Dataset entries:
┏━━

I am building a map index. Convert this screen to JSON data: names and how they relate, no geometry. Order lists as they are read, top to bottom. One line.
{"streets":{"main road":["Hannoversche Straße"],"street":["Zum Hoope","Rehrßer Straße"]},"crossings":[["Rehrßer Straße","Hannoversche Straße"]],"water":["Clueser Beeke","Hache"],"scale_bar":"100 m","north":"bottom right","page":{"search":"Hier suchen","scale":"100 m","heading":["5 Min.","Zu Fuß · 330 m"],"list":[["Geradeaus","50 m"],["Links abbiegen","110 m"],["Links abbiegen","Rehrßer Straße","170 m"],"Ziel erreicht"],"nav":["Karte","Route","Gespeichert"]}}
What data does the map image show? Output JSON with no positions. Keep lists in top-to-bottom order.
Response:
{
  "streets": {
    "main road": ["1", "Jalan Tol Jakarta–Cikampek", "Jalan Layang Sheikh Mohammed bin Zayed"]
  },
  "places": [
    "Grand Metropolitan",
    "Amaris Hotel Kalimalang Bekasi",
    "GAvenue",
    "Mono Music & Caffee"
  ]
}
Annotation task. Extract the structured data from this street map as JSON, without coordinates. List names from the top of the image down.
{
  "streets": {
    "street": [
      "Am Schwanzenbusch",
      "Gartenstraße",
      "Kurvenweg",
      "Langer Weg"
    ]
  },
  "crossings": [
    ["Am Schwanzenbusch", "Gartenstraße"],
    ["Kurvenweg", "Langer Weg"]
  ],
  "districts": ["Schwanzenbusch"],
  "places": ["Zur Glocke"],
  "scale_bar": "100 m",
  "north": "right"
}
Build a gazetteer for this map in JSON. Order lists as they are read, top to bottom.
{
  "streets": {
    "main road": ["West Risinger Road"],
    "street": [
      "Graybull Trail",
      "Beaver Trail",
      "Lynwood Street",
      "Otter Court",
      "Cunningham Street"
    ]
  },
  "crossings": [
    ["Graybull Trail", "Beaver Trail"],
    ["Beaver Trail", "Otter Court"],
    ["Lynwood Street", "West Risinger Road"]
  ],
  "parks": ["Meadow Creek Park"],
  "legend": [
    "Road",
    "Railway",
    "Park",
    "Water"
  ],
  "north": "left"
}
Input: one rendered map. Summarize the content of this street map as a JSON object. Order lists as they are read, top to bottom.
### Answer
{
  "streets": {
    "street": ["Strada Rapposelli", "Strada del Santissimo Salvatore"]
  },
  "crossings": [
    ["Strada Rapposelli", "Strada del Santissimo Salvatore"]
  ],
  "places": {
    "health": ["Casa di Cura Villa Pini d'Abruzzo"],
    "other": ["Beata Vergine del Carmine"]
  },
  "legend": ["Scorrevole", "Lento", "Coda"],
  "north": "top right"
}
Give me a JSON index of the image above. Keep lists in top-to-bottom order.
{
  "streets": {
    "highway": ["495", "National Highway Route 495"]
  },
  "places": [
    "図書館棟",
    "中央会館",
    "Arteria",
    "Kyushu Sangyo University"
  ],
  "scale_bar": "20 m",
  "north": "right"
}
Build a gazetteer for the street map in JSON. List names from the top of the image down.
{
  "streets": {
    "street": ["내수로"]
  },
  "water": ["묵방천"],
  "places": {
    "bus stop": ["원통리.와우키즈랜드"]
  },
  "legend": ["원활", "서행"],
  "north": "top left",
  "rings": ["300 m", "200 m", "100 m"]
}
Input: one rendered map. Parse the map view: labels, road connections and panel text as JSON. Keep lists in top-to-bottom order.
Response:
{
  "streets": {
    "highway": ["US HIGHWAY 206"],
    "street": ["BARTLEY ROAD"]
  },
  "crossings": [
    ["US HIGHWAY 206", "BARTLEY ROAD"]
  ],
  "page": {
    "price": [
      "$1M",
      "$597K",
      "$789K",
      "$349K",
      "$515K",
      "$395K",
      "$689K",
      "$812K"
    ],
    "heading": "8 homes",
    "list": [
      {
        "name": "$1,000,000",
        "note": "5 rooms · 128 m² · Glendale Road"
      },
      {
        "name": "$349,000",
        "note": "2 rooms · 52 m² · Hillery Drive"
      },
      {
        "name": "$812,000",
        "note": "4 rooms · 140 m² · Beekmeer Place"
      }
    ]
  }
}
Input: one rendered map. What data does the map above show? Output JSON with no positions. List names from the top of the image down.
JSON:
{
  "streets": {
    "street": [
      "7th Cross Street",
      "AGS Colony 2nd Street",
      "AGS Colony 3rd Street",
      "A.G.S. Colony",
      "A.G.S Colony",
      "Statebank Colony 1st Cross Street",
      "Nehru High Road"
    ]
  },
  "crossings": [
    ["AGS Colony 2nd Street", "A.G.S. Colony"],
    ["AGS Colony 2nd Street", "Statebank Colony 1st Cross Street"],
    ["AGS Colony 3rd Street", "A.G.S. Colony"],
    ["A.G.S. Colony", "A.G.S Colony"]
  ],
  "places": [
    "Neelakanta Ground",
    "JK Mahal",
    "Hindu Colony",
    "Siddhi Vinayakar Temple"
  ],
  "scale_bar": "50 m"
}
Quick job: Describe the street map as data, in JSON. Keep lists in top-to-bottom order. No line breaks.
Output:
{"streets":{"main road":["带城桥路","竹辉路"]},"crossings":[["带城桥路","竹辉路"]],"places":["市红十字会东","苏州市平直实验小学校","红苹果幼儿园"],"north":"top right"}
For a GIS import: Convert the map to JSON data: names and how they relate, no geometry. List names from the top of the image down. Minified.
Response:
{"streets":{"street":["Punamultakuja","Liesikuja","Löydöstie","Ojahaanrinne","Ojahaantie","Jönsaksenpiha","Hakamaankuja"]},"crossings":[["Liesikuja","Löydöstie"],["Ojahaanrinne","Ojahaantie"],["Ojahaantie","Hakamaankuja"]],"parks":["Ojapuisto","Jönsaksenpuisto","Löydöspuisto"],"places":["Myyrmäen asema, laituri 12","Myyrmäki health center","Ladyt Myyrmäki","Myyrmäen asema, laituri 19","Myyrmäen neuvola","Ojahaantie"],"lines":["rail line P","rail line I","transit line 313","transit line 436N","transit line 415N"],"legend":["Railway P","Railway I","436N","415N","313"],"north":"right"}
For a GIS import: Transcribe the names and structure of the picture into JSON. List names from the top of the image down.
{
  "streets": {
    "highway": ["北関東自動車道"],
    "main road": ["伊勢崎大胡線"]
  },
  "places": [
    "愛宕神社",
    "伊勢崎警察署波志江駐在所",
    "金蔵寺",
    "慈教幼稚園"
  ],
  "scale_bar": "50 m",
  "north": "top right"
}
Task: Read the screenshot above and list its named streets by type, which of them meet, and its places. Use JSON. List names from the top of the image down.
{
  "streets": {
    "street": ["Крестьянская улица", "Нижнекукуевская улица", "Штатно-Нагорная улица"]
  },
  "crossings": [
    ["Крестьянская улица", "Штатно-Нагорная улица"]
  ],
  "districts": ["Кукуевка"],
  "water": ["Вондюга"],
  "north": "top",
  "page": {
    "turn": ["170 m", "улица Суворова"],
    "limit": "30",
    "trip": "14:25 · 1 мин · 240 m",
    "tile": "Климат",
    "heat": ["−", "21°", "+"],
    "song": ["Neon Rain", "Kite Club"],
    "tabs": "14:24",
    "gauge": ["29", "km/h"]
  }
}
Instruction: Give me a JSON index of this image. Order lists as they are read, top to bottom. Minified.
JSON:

┗━━

EXERCISE BRIEF: Could you restate every record word for word?

SOLUTION TO THIS PROBLEM:
I am building a map index. Convert this screen to JSON data: names and how they relate, no geometry. Order lists as they are read, top to bottom. One line.
{"streets":{"main road":["Hannoversche Straße"],"street":["Zum Hoope","Rehrßer Straße"]},"crossings":[["Rehrßer Straße","Hannoversche Straße"]],"water":["Clueser Beeke","Hache"],"scale_bar":"100 m","north":"bottom right","page":{"search":"Hier suchen","scale":"100 m","heading":["5 Min.","Zu Fuß · 330 m"],"list":[["Geradeaus","50 m"],["Links abbiegen","110 m"],["Links abbiegen","Rehrßer Straße","170 m"],"Ziel erreicht"],"nav":["Karte","Route","Gespeichert"]}}
What data does the map image show? Output JSON with no positions. Keep lists in top-to-bottom order.
Response:
{
  "streets": {
    "main road": ["1", "Jalan Tol Jakarta–Cikampek", "Jalan Layang Sheikh Mohammed bin Zayed"]
  },
  "places": [
    "Grand Metropolitan",
    "Amaris Hotel Kalimalang Bekasi",
    "GAvenue",
    "Mono Music & Caffee"
  ]
}
Annotation task. Extract the structured data from this street map as JSON, without coordinates. List names from the top of the image down.
{
  "streets": {
    "street": [
      "Am Schwanzenbusch",
      "Gartenstraße",
      "Kurvenweg",
      "Langer Weg"
    ]
  },
  "crossings": [
    ["Am Schwanzenbusch", "Gartenstraße"],
    ["Kurvenweg", "Langer Weg"]
  ],
  "districts": ["Schwanzenbusch"],
  "places": ["Zur Glocke"],
  "scale_bar": "100 m",
  "north": "right"
}
Build a gazetteer for this map in JSON. Order lists as they are read, top to bottom.
{
  "streets": {
    "main road": ["West Risinger Road"],
    "street": [
      "Graybull Trail",
      "Beaver Trail",
      "Lynwood Street",
      "Otter Court",
      "Cunningham Street"
    ]
  },
  "crossings": [
    ["Graybull Trail", "Beaver Trail"],
    ["Beaver Trail", "Otter Court"],
    ["Lynwood Street", "West Risinger Road"]
  ],
  "parks": ["Meadow Creek Park"],
  "legend": [
    "Road",
    "Railway",
    "Park",
    "Water"
  ],
  "north": "left"
}
Input: one rendered map. Summarize the content of this street map as a JSON object. Order lists as they are read, top to bottom.
### Answer
{
  "streets": {
    "street": ["Strada Rapposelli", "Strada del Santissimo Salvatore"]
  },
  "crossings": [
    ["Strada Rapposelli", "Strada del Santissimo Salvatore"]
  ],
  "places": {
    "health": ["Casa di Cura Villa Pini d'Abruzzo"],
    "other": ["Beata Vergine del Carmine"]
  },
  "legend": ["Scorrevole", "Lento", "Coda"],
  "north": "top right"
}
Give me a JSON index of the image above. Keep lists in top-to-bottom order.
{
  "streets": {
    "highway": ["495", "National Highway Route 495"]
  },
  "places": [
    "図書館棟",
    "中央会館",
    "Arteria",
    "Kyushu Sangyo University"
  ],
  "scale_bar": "20 m",
  "north": "right"
}
Build a gazetteer for the street map in JSON. List names from the top of the image down.
{
  "streets": {
    "street": ["내수로"]
  },
  "water": ["묵방천"],
  "places": {
    "bus stop": ["원통리.와우키즈랜드"]
  },
  "legend": ["원활", "서행"],
  "north": "top left",
  "rings": ["300 m", "200 m", "100 m"]
}
Input: one rendered map. Parse the map view: labels, road connections and panel text as JSON. Keep lists in top-to-bottom order.
Response:
{
  "streets": {
    "highway": ["US HIGHWAY 206"],
    "street": ["BARTLEY ROAD"]
  },
  "crossings": [
    ["US HIGHWAY 206", "BARTLEY ROAD"]
  ],
  "page": {
    "price": [
      "$1M",
      "$597K",
      "$789K",
      "$349K",
      "$515K",
      "$395K",
      "$689K",
      "$812K"
    ],
    "heading": "8 homes",
    "list": [
      {
        "name": "$1,000,000",
        "note": "5 rooms · 128 m² · Glendale Road"
      },
      {
        "name": "$349,000",
        "note": "2 rooms · 52 m² · Hillery Drive"
      },
      {
        "name": "$812,000",
        "note": "4 rooms · 140 m² · Beekmeer Place"
      }
    ]
  }
}
Input: one rendered map. What data does the map above show? Output JSON with no positions. List names from the top of the image down.
JSON:
{
  "streets": {
    "street": [
      "7th Cross Street",
      "AGS Colony 2nd Street",
      "AGS Colony 3rd Street",
      "A.G.S. Colony",
      "A.G.S Colony",
      "Statebank Colony 1st Cross Street",
      "Nehru High Road"
    ]
  },
  "crossings": [
    ["AGS Colony 2nd Street", "A.G.S. Colony"],
    ["AGS Colony 2nd Street", "Statebank Colony 1st Cross Street"],
    ["AGS Colony 3rd Street", "A.G.S. Colony"],
    ["A.G.S. Colony", "A.G.S Colony"]
  ],
  "places": [
    "Neelakanta Ground",
    "JK Mahal",
    "Hindu Colony",
    "Siddhi Vinayakar Temple"
  ],
  "scale_bar": "50 m"
}
Quick job: Describe the street map as data, in JSON. Keep lists in top-to-bottom order. No line breaks.
Output:
{"streets":{"main road":["带城桥路","竹辉路"]},"crossings":[["带城桥路","竹辉路"]],"places":["市红十字会东","苏州市平直实验小学校","红苹果幼儿园"],"north":"top right"}
For a GIS import: Convert the map to JSON data: names and how they relate, no geometry. List names from the top of the image down. Minified.
Response:
{"streets":{"street":["Punamultakuja","Liesikuja","Löydöstie","Ojahaanrinne","Ojahaantie","Jönsaksenpiha","Hakamaankuja"]},"crossings":[["Liesikuja","Löydöstie"],["Ojahaanrinne","Ojahaantie"],["Ojahaantie","Hakamaankuja"]],"parks":["Ojapuisto","Jönsaksenpuisto","Löydöspuisto"],"places":["Myyrmäen asema, laituri 12","Myyrmäki health center","Ladyt Myyrmäki","Myyrmäen asema, laituri 19","Myyrmäen neuvola","Ojahaantie"],"lines":["rail line P","rail line I","transit line 313","transit line 436N","transit line 415N"],"legend":["Railway P","Railway I","436N","415N","313"],"north":"right"}
For a GIS import: Transcribe the names and structure of the picture into JSON. List names from the top of the image down.
{
  "streets": {
    "highway": ["北関東自動車道"],
    "main road": ["伊勢崎大胡線"]
  },
  "places": [
    "愛宕神社",
    "伊勢崎警察署波志江駐在所",
    "金蔵寺",
    "慈教幼稚園"
  ],
  "scale_bar": "50 m",
  "north": "top right"
}
Task: Read the screenshot above and list its named streets by type, which of them meet, and its places. Use JSON. List names from the top of the image down.
{
  "streets": {
    "street": ["Крестьянская улица", "Нижнекукуевская улица", "Штатно-Нагорная улица"]
  },
  "crossings": [
    ["Крестьянская улица", "Штатно-Нагорная улица"]
  ],
  "districts": ["Кукуевка"],
  "water": ["Вондюга"],
  "north": "top",
  "page": {
    "turn": ["170 m", "улица Суворова"],
    "limit": "30",
    "trip": "14:25 · 1 мин · 240 m",
    "tile": "Климат",
    "heat": ["−", "21°", "+"],
    "song": ["Neon Rain", "Kite Club"],
    "tabs": "14:24",
    "gauge": ["29", "km/h"]
  }
}
Instruction: Give me a JSON index of this image. Order lists as they are read, top to bottom. Minified.
JSON:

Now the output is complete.